## Input records
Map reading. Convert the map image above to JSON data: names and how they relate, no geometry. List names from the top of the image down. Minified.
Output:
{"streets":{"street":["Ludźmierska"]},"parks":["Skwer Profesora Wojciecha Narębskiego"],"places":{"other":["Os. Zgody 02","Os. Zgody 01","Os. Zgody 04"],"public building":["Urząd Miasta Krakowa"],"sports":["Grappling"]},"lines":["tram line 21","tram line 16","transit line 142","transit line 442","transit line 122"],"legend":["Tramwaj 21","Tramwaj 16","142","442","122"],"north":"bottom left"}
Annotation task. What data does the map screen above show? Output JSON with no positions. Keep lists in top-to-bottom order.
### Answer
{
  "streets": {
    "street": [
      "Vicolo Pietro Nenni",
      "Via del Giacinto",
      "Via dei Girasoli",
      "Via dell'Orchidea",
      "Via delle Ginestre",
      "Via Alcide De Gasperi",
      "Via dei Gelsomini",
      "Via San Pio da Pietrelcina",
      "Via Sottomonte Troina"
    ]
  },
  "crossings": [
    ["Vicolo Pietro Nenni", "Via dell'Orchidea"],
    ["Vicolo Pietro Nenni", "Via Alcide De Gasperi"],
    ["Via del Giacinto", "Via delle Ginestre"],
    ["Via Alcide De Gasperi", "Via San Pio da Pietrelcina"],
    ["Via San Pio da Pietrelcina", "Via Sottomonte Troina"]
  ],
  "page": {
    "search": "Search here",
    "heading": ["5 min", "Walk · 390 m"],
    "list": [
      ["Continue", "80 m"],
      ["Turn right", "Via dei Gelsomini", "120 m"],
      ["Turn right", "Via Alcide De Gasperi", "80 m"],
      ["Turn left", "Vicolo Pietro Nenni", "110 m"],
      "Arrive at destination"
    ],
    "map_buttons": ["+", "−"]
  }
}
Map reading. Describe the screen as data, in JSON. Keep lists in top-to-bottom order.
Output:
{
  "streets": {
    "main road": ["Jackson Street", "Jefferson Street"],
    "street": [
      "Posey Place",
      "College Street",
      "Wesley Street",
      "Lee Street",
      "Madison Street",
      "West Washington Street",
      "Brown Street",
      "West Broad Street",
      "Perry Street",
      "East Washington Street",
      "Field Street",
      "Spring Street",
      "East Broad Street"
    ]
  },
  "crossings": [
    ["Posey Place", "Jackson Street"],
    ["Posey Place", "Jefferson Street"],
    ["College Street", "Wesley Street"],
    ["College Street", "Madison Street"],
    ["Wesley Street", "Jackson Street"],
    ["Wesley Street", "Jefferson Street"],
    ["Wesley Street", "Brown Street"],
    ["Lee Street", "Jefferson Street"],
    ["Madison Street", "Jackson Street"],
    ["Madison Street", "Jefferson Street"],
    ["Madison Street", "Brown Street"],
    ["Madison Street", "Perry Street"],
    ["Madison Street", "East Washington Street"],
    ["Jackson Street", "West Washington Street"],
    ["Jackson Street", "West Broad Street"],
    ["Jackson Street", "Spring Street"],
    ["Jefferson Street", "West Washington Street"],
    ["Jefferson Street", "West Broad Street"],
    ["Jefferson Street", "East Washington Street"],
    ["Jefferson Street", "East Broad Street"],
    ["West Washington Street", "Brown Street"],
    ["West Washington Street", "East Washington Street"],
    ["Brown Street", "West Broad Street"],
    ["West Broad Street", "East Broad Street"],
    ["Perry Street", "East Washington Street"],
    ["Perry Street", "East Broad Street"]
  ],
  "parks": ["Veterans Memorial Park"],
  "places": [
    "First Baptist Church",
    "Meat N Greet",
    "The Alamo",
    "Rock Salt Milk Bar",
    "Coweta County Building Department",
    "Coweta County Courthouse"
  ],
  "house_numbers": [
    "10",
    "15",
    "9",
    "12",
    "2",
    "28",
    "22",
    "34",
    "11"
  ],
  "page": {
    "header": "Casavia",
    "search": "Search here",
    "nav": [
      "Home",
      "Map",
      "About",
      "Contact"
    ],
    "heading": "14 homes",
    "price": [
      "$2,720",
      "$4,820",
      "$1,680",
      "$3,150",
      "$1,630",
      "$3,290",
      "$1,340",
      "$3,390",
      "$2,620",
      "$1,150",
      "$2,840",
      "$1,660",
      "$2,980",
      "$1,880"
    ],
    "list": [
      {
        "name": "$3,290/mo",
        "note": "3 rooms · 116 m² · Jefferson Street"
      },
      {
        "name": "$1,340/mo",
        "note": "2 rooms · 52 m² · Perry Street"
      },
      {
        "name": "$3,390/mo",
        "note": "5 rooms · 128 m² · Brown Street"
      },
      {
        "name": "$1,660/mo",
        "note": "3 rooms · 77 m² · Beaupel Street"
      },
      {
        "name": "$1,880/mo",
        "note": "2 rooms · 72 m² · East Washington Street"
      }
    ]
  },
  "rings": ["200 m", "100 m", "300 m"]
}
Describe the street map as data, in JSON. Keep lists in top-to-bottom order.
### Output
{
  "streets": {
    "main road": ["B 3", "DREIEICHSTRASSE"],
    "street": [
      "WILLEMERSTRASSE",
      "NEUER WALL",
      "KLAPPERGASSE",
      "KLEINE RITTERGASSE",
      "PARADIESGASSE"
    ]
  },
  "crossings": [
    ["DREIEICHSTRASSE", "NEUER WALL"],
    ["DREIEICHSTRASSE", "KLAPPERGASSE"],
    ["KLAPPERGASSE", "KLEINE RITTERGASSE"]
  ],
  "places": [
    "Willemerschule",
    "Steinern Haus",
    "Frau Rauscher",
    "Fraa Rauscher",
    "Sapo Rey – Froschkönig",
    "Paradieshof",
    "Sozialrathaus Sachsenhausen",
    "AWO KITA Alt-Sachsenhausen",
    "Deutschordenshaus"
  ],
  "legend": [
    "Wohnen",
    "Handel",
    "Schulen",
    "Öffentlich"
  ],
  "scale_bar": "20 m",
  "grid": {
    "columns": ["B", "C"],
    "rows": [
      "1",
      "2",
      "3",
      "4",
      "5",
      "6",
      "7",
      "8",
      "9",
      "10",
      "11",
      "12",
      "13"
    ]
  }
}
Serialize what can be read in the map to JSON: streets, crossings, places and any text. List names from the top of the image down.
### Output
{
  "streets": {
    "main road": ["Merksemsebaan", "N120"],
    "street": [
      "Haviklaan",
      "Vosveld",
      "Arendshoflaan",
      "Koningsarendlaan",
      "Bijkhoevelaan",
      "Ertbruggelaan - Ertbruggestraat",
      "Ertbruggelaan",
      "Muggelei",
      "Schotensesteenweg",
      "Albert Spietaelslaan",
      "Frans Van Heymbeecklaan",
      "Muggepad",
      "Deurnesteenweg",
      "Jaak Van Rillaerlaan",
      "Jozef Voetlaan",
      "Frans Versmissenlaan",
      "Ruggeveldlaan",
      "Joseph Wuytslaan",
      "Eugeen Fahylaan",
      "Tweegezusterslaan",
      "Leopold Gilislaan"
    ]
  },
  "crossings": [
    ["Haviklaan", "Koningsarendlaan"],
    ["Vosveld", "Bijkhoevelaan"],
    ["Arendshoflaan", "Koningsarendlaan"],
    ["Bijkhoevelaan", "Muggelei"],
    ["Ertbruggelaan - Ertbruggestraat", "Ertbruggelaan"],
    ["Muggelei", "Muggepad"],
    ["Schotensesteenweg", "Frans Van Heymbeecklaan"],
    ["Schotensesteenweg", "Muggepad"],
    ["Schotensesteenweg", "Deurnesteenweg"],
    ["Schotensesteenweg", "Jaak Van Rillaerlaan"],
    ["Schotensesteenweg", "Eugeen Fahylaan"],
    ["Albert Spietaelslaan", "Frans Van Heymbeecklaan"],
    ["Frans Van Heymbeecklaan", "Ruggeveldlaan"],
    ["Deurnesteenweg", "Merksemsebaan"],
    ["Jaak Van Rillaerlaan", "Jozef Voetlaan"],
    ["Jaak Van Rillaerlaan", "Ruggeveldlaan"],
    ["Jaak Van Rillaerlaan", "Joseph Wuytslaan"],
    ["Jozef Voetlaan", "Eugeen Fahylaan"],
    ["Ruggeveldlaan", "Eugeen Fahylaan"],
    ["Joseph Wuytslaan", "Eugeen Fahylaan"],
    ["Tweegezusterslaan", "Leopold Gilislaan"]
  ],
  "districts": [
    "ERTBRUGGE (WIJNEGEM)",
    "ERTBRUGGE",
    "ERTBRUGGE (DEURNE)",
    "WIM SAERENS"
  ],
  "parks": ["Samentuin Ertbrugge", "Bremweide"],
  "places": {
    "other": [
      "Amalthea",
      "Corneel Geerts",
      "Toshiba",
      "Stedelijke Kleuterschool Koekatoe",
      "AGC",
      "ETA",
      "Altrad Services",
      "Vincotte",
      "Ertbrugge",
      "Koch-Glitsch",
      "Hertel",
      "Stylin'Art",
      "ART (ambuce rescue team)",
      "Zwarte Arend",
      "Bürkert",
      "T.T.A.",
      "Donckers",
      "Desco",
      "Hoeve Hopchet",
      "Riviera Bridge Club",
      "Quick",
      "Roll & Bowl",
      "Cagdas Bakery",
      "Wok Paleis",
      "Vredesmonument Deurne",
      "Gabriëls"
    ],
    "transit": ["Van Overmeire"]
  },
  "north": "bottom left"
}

## What the task requires
Each line of the data that includes "above" should be copied.

## Solution to this problem
Map reading. Convert the map image above to JSON data: names and how they relate, no geometry. List names from the top of the image down. Minified.
Annotation task. What data does the map screen above show? Output JSON with no positions. Keep lists in top-to-bottom order.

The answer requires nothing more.